Ghana is willing to offer concessions as it moves to introduce a new gold royalty scale designed to increase the state’s share of surging metal prices.
On Tuesday, the government proposed cutting the Growth and Sustainability Levy paid by mining companies, an additional tax introduced to support economic development.
In mid-January, Ghana announced plans for a new royalty regime with a base rate of 9%, rising to as much as 12% if gold prices exceed $4,500 an ounce. The reform would more than double current royalty rates, which range from 3% to 5% at mines such as Ahafo.
The proposed levy cut is aimed at easing industry concerns and helping win support from gold producers, which have pushed back against the plan so far. Under the government’s proposal, the Growth and Sustainability Levy would be reduced to 1% from 3%. Mining firms, however, say the concession does not go far enough.
Kenneth Ashigbey, chief executive of the Ghana Chamber of Mines, which represents major operators, called for the tax to be scrapped altogether, Reuters reported. On royalties, companies would prefer a scale of between 4% and 8%, with 1% earmarked for a development fund for host communities.
“The question is whether the government wants revenue on a sustainable basis or just in the next few years before investments move elsewhere,” Ashigbey said.
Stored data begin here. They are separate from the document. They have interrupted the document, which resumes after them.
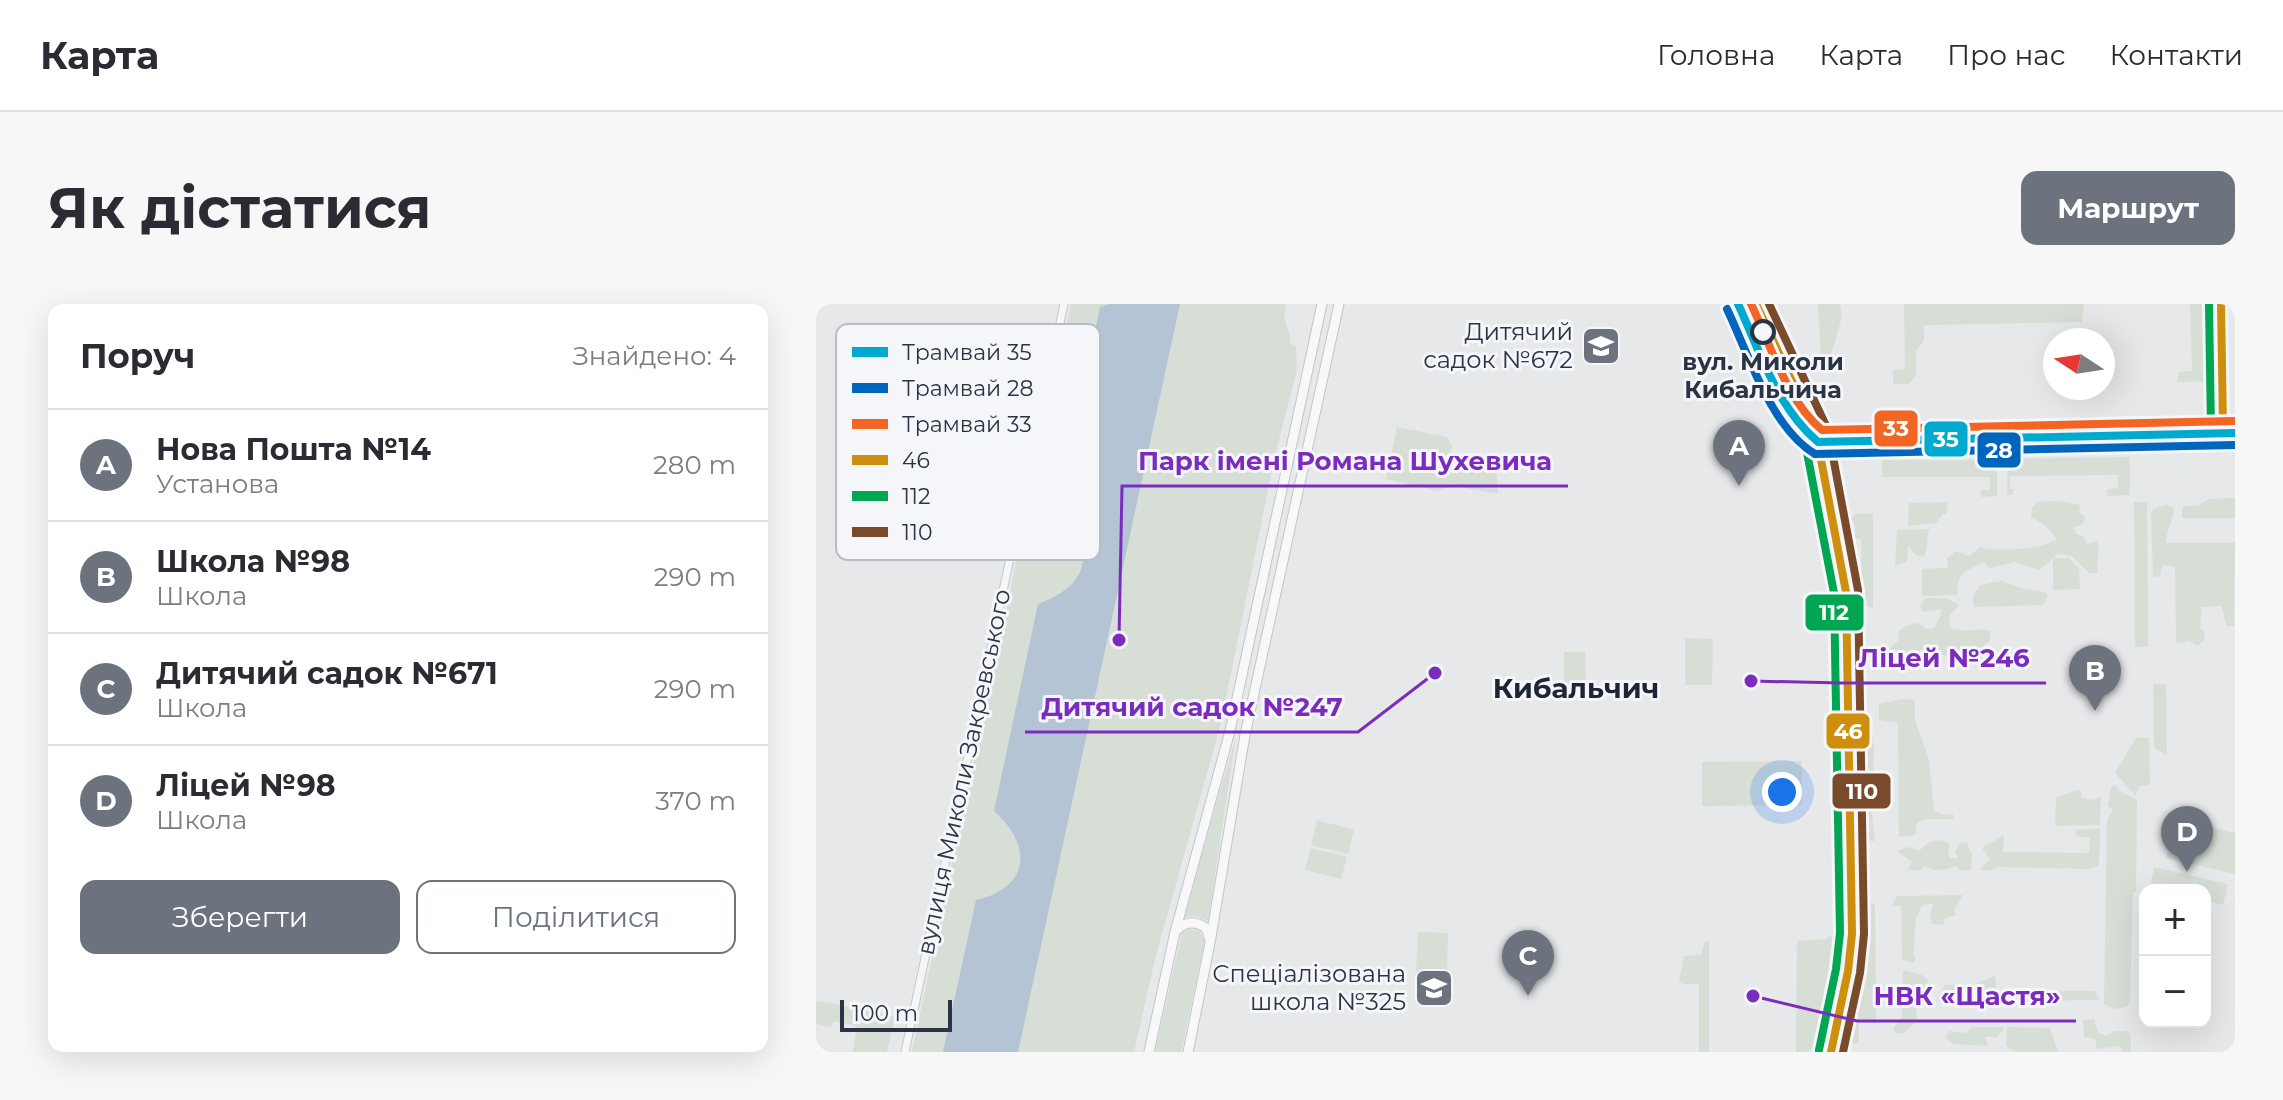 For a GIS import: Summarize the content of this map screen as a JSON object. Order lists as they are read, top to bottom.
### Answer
{
  "streets": {
    "street": ["вулиця Миколи Закревського"]
  },
  "districts": ["Кибальчич"],
  "places": {
    "other": [
      "вул. Миколи Кибальчича",
      "Парк імені Романа Шухевича",
      "Дитячий садок №247",
      "Ліцей №246",
      "НВК «Щастя»"
    ],
    "school or university": ["Дитячий садок №672", "Спеціалізована школа №325"]
  },
  "lines": [
    "tram line 35",
    "tram line 33",
    "transit line 46",
    "transit line 112",
    "transit line 110",
    "tram line 28"
  ],
  "legend": [
    "Трамвай 35",
    "Трамвай 28",
    "Трамвай 33",
    "46",
    "112",
    "110"
  ],
  "scale_bar": "100 m",
  "north": "left",
  "page": {
    "header": "Карта",
    "nav": [
      "Головна",
      "Карта",
      "Про нас",
      "Контакти"
    ],
    "buttons": [
      "Маршрут",
      ["Зберегти", "Поділитися"]
    ],
    "title": "Як дістатися",
    "heading": ["Поруч", "Знайдено: 4"],
    "list": [
      {
        "mark": "A",
        "name": "Нова Пошта №14",
        "note": "Установа",
        "value": "280 m"
      },
      {
        "mark": "B",
        "name": "Школа №98",
        "note": "Школа",
        "value": "290 m"
      },
      {
        "mark": "C",
        "name": "Дитячий садок №671",
        "note": "Школа",
        "value": "290 m"
      },
      {
        "mark": "D",
        "name": "Ліцей №98",
        "note": "Школа",
        "value": "370 m"
      }
    ],
    "pins": [
      "A",
      "B",
      "D",
      "C"
    ],
    "map_buttons": ["+", "−"],
    "scale": "100 m"
  }
}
It remains unclear whether negotiations are continuing to reach a compromise acceptable to both sides. For Ghana, the revenue impact could be significant. The new scale would allow Accra to secure more than 12% in royalties, with spot gold trading at around $5,060 an ounce on Wednesday.
Gold is Ghana’s top export. In 2025, it brought in $20.9 billion of the country’s $31.1 billion in total exports, far ahead of cocoa and oil. Ghana hosts several major global producers, including U.S.-based Newmont, the world’s largest gold miner, and South Africa’s Gold Fields.